Intrinsic semiconductor: The semiconductors like silicon (Si) and germanium (Ge) which are found in their pure state are called Intrinsic semiconductors or pure semiconducrors. In Intrinsic semiconductor the electric current is set up by thermally generated electrons and holes which is in very less amount and cannot be used significantly.
Now to increase the electrical conductivity of semiconductor other impurity atoms can be mixed with pure semiconductors. The process of mixing of impurity atoms with pure semiconductor atoms is called dopping and the impurity agent which is mixed is called dopping agent.
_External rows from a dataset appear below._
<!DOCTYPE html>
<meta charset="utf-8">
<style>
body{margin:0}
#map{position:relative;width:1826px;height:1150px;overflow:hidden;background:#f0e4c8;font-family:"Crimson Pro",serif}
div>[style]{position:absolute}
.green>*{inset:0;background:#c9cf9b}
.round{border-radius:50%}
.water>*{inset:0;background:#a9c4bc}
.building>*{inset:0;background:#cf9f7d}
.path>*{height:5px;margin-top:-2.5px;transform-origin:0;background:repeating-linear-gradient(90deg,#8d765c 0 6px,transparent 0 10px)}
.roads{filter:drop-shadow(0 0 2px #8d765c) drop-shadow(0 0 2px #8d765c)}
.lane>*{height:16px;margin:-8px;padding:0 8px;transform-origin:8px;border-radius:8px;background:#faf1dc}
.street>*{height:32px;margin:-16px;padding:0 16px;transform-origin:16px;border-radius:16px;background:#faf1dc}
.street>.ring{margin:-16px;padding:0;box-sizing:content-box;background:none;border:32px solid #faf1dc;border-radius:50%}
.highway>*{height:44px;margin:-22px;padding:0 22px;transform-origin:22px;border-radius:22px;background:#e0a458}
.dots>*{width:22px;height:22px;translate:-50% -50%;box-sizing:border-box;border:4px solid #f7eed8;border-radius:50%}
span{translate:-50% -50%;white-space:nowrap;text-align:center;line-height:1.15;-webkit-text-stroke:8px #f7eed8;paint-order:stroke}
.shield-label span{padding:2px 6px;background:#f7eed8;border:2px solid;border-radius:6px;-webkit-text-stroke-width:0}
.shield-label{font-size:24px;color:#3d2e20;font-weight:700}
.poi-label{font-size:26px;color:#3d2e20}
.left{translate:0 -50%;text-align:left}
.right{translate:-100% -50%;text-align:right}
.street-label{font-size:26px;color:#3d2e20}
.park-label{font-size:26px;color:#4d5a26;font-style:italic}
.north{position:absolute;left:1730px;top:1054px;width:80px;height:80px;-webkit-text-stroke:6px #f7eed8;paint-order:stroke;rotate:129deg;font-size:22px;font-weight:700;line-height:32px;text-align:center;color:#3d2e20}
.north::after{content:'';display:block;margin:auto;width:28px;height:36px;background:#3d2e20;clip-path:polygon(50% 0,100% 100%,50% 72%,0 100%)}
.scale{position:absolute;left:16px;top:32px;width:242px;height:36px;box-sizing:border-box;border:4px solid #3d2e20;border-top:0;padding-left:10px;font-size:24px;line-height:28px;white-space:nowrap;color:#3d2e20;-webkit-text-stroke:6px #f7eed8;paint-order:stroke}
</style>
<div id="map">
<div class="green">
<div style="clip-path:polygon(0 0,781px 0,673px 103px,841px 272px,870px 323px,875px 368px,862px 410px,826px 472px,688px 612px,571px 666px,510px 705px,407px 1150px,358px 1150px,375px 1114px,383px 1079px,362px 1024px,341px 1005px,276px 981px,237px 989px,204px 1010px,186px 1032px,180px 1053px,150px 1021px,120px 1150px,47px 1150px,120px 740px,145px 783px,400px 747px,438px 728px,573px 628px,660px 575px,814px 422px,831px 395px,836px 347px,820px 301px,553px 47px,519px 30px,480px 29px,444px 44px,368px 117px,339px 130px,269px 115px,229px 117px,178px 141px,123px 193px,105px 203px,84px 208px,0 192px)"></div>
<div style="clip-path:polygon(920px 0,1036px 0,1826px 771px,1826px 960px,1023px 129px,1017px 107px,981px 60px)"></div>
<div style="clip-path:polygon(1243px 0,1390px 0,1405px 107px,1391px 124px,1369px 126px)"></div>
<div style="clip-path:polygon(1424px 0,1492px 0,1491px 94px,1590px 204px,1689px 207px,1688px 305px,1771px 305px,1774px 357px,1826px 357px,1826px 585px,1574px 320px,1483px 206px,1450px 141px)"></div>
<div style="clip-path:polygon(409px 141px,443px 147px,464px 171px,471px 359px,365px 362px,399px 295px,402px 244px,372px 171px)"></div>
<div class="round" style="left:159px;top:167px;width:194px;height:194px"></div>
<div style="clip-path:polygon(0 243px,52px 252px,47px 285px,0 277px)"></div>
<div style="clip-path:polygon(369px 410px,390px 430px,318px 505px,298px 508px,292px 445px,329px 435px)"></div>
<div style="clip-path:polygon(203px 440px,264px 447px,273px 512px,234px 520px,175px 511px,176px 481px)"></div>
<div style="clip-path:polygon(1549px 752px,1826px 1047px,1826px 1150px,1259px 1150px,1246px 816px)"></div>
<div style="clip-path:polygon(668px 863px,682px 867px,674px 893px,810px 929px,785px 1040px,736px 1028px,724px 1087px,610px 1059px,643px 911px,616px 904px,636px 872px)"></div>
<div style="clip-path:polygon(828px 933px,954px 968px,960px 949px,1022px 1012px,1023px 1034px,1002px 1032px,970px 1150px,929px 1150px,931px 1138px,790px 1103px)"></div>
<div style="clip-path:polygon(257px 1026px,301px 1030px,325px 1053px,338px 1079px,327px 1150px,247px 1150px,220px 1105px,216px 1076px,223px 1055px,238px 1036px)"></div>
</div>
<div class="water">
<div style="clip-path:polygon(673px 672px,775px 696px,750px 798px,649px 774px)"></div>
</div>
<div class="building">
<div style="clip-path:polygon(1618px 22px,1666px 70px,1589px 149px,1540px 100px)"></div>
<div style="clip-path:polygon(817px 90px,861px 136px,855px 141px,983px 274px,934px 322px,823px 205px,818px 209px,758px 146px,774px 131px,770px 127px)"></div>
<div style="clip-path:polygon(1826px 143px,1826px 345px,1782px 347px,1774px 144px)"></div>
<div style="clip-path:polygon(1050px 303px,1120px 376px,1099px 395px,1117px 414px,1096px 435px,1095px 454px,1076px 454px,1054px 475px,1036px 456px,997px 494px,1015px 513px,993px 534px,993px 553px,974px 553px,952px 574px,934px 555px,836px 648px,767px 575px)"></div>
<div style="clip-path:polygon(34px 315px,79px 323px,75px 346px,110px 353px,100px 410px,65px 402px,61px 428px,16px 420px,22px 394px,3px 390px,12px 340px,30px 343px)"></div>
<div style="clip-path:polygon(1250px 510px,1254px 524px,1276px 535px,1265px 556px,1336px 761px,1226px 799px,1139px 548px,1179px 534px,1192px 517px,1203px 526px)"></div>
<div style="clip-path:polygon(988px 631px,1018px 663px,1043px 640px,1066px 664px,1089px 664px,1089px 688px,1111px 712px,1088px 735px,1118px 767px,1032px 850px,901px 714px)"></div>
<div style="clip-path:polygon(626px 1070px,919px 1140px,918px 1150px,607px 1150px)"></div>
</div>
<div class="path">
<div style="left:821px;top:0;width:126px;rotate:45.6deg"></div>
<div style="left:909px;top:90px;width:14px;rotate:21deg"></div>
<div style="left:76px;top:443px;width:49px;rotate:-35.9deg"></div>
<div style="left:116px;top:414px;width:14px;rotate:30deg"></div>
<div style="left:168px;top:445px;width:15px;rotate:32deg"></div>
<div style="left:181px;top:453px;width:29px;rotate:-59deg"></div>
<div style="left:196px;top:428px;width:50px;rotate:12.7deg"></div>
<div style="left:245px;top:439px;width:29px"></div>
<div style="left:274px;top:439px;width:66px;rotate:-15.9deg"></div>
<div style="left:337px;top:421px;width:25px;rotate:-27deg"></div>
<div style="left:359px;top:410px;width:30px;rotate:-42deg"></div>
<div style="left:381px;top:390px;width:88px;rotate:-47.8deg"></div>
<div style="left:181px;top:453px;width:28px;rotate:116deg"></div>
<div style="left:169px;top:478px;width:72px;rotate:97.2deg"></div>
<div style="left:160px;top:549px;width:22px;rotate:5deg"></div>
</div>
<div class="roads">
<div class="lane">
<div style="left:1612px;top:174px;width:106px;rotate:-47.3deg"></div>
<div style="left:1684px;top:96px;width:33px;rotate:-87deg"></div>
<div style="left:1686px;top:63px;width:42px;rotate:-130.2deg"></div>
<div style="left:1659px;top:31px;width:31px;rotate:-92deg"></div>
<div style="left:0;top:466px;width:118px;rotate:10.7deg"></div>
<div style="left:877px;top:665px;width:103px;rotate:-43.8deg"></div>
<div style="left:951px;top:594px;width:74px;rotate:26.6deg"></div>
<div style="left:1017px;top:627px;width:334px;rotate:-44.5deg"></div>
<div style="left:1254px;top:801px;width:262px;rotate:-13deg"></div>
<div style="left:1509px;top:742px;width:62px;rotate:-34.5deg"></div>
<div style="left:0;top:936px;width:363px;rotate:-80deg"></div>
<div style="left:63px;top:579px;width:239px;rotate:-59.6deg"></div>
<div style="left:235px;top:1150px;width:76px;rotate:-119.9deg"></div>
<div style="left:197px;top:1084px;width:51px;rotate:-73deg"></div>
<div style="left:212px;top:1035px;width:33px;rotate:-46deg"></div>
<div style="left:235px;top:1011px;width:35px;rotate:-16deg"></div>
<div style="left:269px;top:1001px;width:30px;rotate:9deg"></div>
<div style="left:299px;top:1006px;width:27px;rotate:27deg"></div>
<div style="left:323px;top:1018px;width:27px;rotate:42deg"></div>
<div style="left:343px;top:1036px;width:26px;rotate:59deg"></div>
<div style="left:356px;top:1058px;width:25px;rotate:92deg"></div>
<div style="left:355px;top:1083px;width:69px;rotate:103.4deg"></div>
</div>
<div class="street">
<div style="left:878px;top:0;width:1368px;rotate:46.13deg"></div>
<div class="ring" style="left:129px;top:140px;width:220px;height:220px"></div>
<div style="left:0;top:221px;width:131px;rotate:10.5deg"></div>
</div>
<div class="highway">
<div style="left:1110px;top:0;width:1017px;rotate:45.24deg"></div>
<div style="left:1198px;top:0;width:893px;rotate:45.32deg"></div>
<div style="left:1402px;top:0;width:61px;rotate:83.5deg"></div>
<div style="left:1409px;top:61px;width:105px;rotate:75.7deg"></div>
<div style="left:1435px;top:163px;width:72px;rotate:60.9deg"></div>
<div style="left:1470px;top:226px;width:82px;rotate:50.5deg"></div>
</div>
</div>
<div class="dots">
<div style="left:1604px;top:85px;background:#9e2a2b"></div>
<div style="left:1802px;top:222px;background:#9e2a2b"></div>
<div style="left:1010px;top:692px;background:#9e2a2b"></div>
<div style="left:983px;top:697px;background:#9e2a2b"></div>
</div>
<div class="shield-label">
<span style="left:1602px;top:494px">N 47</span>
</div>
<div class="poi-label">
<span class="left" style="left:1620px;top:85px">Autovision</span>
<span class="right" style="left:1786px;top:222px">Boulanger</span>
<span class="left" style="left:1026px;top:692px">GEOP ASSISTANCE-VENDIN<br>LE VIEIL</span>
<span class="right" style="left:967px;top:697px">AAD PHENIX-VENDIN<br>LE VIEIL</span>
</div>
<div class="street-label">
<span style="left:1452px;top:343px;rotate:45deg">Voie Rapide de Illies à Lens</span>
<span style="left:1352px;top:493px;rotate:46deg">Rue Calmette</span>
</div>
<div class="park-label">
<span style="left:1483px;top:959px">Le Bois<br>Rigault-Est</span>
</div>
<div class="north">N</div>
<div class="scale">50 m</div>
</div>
Extrinsic semiconductor: The semiconductors which are obtained by mixing with other impurity atoms in suitable amount with pure semiconductors are called Extrinsic semiconductors. Generally, one impurity atom is mixed with 8 pure atoms. Now the electrical conductivity of the semiconductor can be highly increased. On the basis of mixing of impurity atoms there are two types of extrinsic semiconductors which are listed below:

N-type extrinsic semiconductor: The extrinsic semiconductor which is obtained by mixing pentavalent impurity atom like As, P and antimony (Sb) then it is called N-type extrinsic semiconductor. It is called N-type because the majority charge carriers of such semi-conductors are free electrons.
Donor atom: In N-type semiconductor the pentavalent impurity atoms which are mixed to the semiconductor atoms donate an electron for the electrical conductivity, so these are called donor atoms. When they donate an electron, they are positively charged.

P-type extrinsic semiconductor: The extrinsic semiconductor which are formed due to the mixing of trivalent impurity atoms like boron (B), aluminium (Al), galium (Ga) etc with pure semi-conductor atoms are called P-type extrinsic semiconductor. Here P stands for positive. It means the majority charge carriers of P-type semiconductors are holes and minurity charge carriers are free electrons. Only the fraction of total current is obtained from free electrons.
Acceptor atom: When trivalent impurity atom is mixed with pure semiconductor atom, one bond is incomplete and creates a hole. This hole has a tendency to attract the free electrons i.e, it accepts the electrons. So, trivalent impurity atoms are called acceptor atoms.

Why Semiconductor is damaged by the strong current?
Ans: When strong current is passed through the semiconductor, it heats up the atoms in the covalent bonds of semiconductor. Now the covalent bonds are broken and the electrical conductivity of semiconductor increases. It means it loses the property of semiconductor and shows the behave of conductor. Hence, the semiconductor is damaged by the strong current.